- [REQUIRED WORK]
Within the entries below, find each line containing the word "Conjunto" and copy it.

- [Stored dataset items]
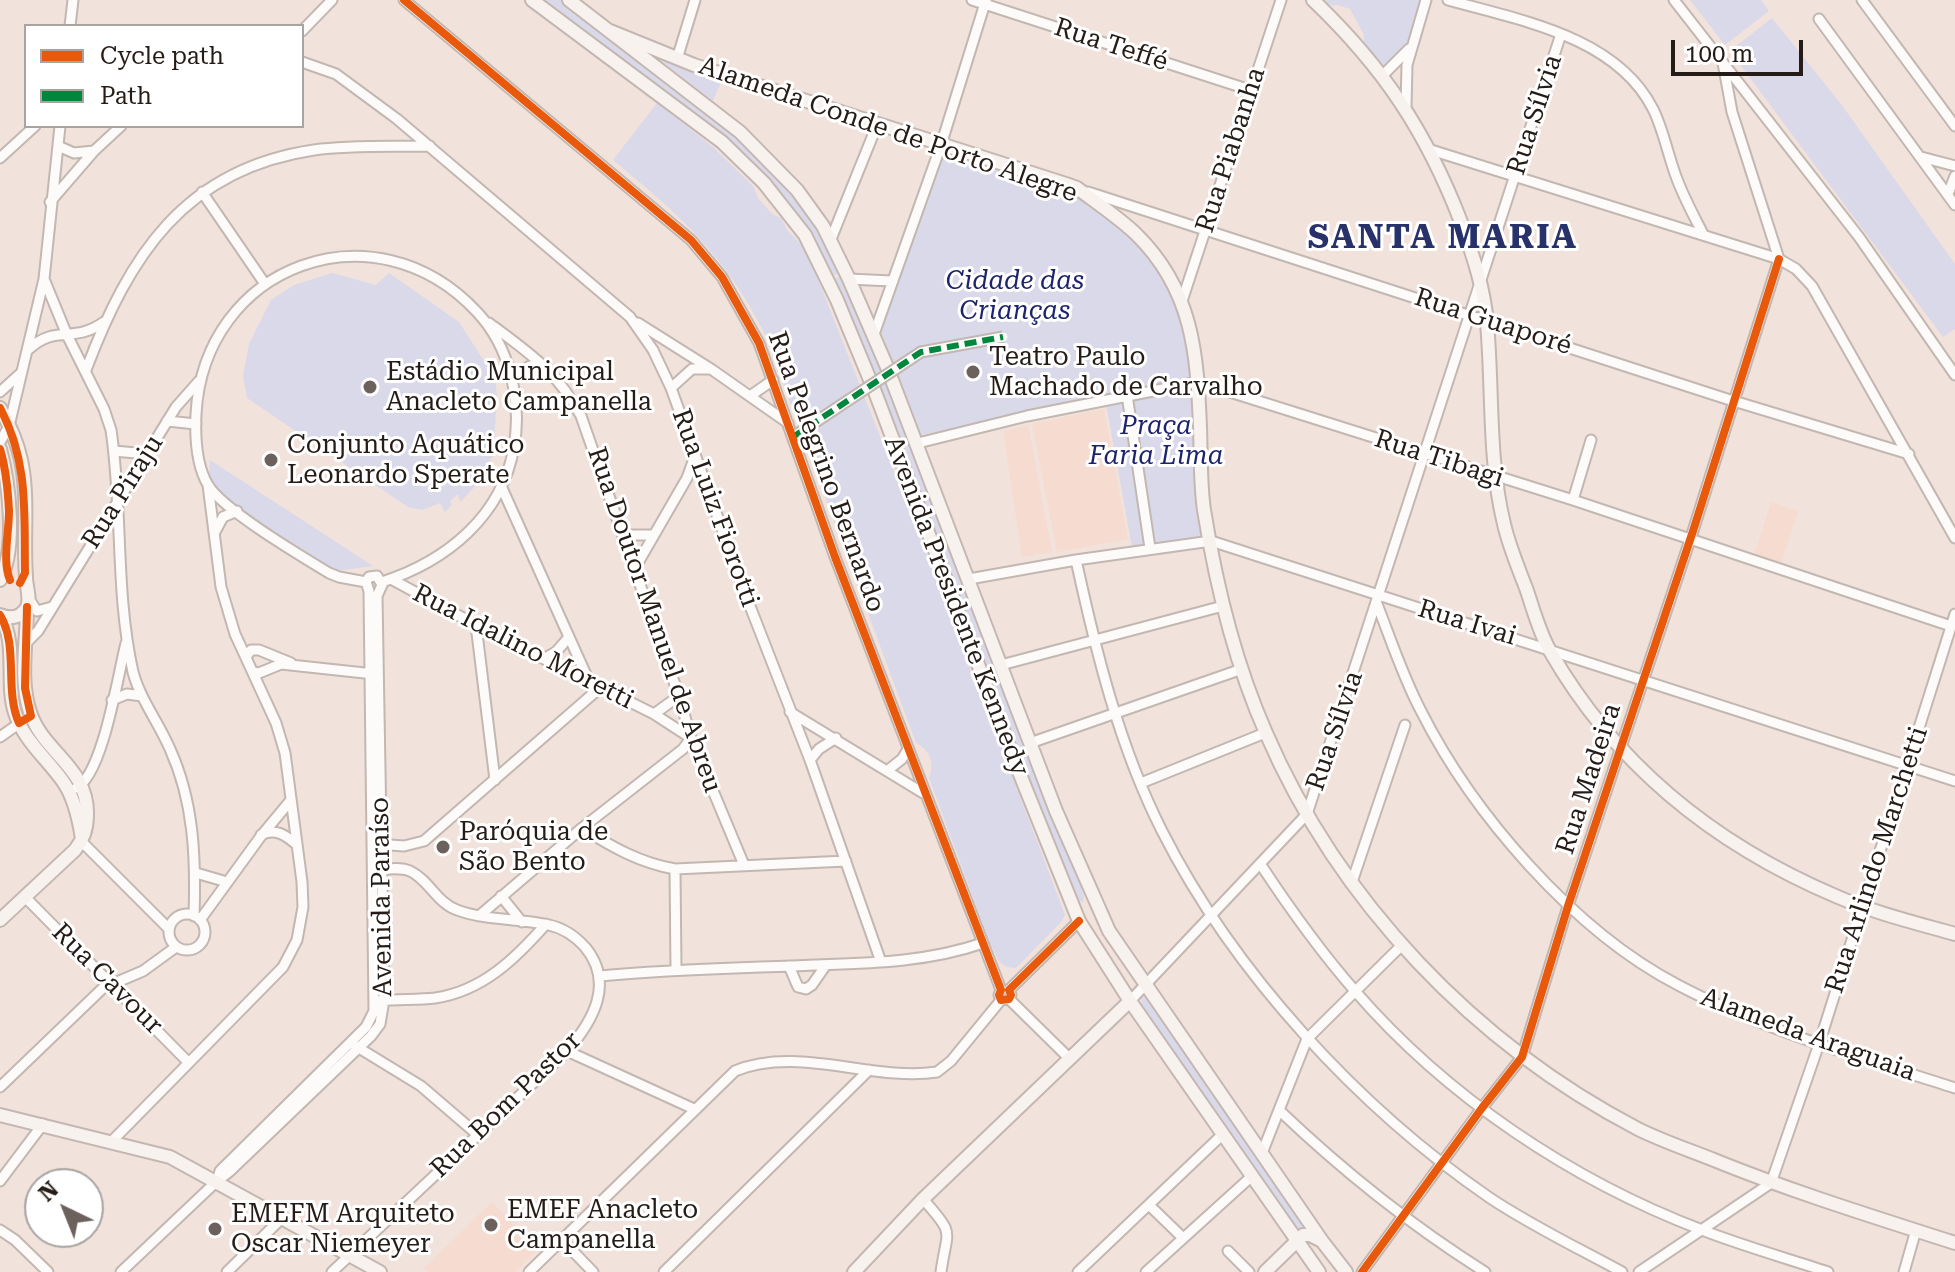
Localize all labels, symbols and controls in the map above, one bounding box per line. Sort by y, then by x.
street label: Rua Teffé [1050,12,1172,78]
legend [24,24,304,128]
scale bar [1675,24,1807,74]
text: 100 m [1685,40,1753,68]
text: Cycle path [100,42,224,70]
street label: Alameda Conde de Porto Alegre [695,50,1081,210]
street label: Rua Sílvia [1501,51,1569,179]
street label: Rua Piabanha [1190,64,1272,236]
text: Path [100,82,152,110]
district label: SANTA MARIA [1308,218,1578,258]
park label: Cidade das Crianças [946,265,1084,326]
street label: Rua Guaporé [1411,282,1575,362]
street label: Rua Pelegrino Bernardo [761,327,891,617]
place label: Teatro Paulo Machado de Carvalho [989,341,1263,402]
place label: Estádio Municipal Anacleto Campanella [386,356,652,418]
marker: Teatro Paulo Machado de Carvalho [964,363,982,381]
marker: Estádio Municipal Anacleto Campanella [361,378,379,396]
street label: Rua Luiz Fiorotti [665,405,765,611]
park label: Praça Faria Lima [1089,410,1223,472]
street label: Rua Tibagi [1371,423,1507,495]
street label: Rua Piraju [76,429,170,555]
place label: Conjunto Aquático Leonardo Sperate [287,429,524,490]
street label: Avenida Presidente Kennedy [877,432,1035,780]
street label: Rua Doutor Manuel de Abreu [580,443,728,797]
marker: Conjunto Aquático Leonardo Sperate [262,451,280,469]
street label: Rua Idalino Moretti [407,578,639,716]
street label: Rua Ivai [1414,593,1520,653]
street label: Rua Sílvia [1300,667,1370,795]
street label: Rua Madeira [1550,700,1628,858]
street label: Rua Arlindo Marchetti [1819,723,1935,997]
street label: Avenida Paraíso [365,797,399,997]
place label: Paróquia de São Bento [459,816,608,878]
marker: Paróquia de São Bento [434,838,452,856]
street label: Rua Cavour [45,917,169,1041]
street label: Alameda Araguaia [1696,982,1920,1088]
street label: Rua Bom Pastor [424,1025,588,1185]
north arrow [24,1168,104,1248]
text: N [34,1177,63,1206]
place label: EMEF Anacleto Campanella [507,1194,698,1256]
place label: EMEFM Arquiteto Oscar Niemeyer [231,1198,455,1260]
marker: EMEF Anacleto Campanella [482,1216,500,1234]
marker: EMEFM Arquiteto Oscar Niemeyer [206,1220,224,1238]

- [EXPECTED OUTPUT]
place label: Conjunto Aquático Leonardo Sperate [287,429,524,490]
marker: Conjunto Aquático Leonardo Sperate [262,451,280,469]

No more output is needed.